- **DATA SHOWN**:
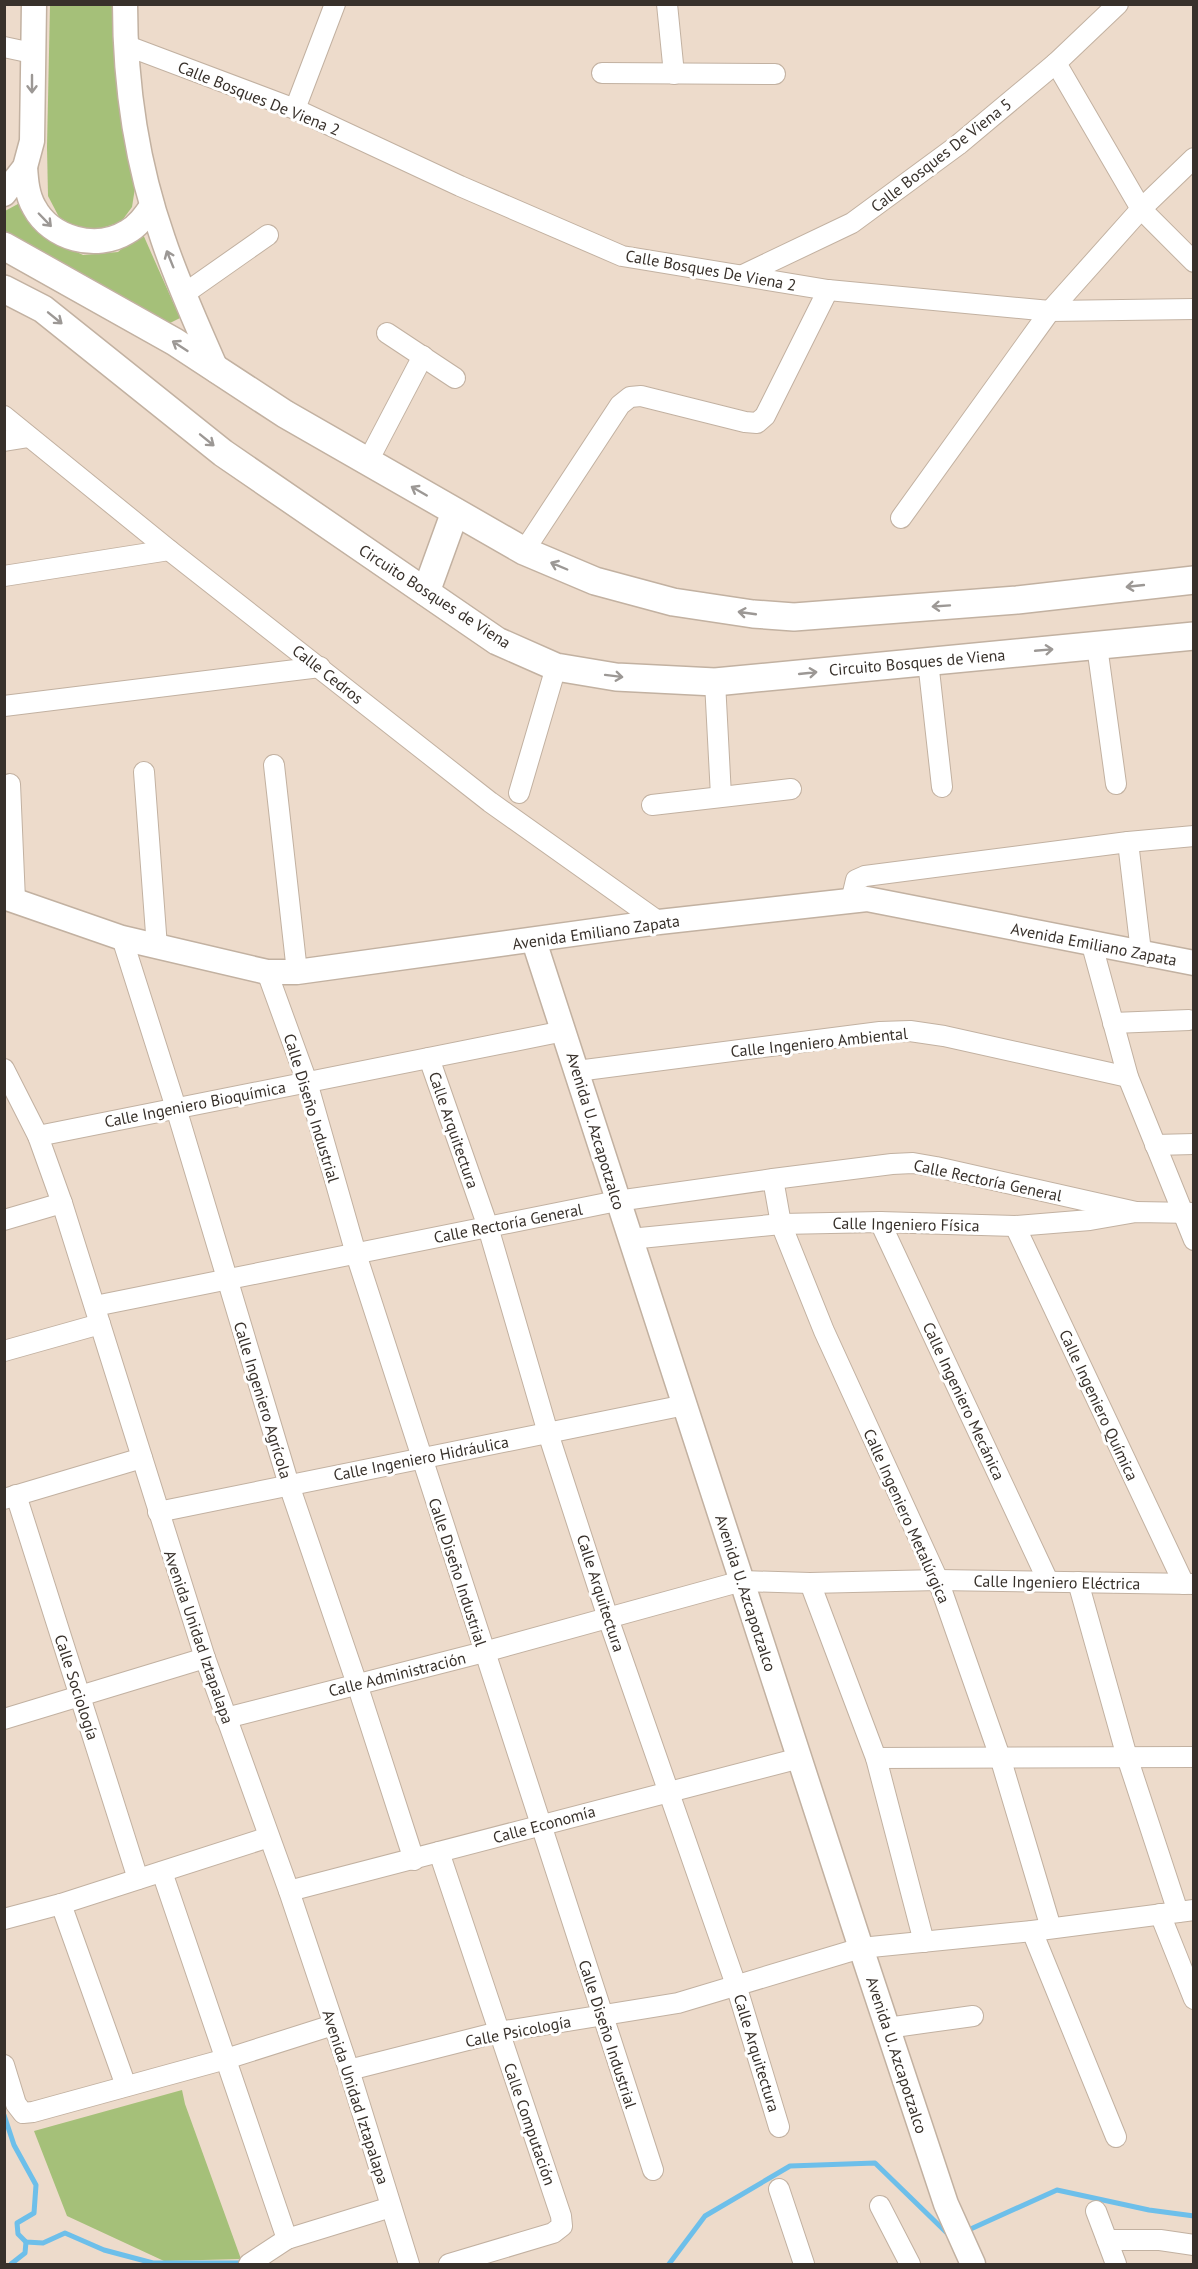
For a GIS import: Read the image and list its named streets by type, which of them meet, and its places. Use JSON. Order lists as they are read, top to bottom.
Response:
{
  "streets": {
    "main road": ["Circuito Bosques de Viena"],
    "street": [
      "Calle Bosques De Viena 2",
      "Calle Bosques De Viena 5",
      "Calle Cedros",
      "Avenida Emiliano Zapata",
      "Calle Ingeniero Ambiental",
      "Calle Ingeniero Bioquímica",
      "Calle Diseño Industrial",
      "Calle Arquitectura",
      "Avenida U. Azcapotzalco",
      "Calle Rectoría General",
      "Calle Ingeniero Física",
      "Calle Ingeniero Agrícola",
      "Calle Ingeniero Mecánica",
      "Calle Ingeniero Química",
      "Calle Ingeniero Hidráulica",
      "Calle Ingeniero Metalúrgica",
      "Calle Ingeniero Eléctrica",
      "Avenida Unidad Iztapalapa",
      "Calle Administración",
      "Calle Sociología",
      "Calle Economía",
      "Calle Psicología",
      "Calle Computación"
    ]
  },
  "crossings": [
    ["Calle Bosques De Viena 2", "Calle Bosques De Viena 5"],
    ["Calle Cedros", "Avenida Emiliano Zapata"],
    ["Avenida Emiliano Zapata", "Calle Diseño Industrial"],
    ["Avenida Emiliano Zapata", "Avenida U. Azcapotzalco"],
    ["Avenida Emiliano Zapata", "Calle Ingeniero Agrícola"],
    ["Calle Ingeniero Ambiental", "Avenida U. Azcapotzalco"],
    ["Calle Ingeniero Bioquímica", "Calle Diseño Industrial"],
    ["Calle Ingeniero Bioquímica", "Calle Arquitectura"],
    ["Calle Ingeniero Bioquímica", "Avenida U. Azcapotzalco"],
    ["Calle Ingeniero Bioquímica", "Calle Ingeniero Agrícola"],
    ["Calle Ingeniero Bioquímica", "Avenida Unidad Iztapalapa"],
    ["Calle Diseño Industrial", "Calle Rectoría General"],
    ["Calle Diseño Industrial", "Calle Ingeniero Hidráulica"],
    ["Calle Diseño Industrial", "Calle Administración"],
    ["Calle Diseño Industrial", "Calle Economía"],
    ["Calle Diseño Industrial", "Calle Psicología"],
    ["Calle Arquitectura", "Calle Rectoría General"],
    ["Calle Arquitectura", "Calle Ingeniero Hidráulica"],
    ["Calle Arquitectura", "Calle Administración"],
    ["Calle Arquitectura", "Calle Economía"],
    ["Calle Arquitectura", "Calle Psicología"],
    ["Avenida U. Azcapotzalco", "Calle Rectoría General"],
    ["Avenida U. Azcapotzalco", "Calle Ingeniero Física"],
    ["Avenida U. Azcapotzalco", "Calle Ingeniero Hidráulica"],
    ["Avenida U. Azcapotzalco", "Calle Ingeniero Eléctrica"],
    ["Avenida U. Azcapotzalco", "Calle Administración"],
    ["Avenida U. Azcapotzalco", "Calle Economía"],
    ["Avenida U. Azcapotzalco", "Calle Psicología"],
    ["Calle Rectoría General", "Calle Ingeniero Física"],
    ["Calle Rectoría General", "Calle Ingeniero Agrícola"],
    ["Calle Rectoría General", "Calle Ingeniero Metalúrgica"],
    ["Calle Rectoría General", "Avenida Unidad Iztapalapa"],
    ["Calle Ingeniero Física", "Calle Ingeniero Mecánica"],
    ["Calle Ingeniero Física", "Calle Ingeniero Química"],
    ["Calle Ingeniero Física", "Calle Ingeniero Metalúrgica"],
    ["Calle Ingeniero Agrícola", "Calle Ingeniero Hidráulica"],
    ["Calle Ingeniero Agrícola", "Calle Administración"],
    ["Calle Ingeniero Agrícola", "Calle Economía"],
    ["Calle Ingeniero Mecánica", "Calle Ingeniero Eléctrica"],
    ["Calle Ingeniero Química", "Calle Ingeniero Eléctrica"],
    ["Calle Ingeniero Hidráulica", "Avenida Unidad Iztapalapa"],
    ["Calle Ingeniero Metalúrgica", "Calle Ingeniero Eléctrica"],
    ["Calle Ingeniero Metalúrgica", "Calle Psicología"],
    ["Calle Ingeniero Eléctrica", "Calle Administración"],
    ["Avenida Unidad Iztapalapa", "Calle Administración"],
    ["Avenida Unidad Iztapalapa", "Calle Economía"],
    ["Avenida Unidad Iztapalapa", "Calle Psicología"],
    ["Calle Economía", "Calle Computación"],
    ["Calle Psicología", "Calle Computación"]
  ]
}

- **PROMPT**: Work through the data above and give the number of lines in which "Cedros" appears; add nothing else.

- **RESPONSE TO THE TASK**: 2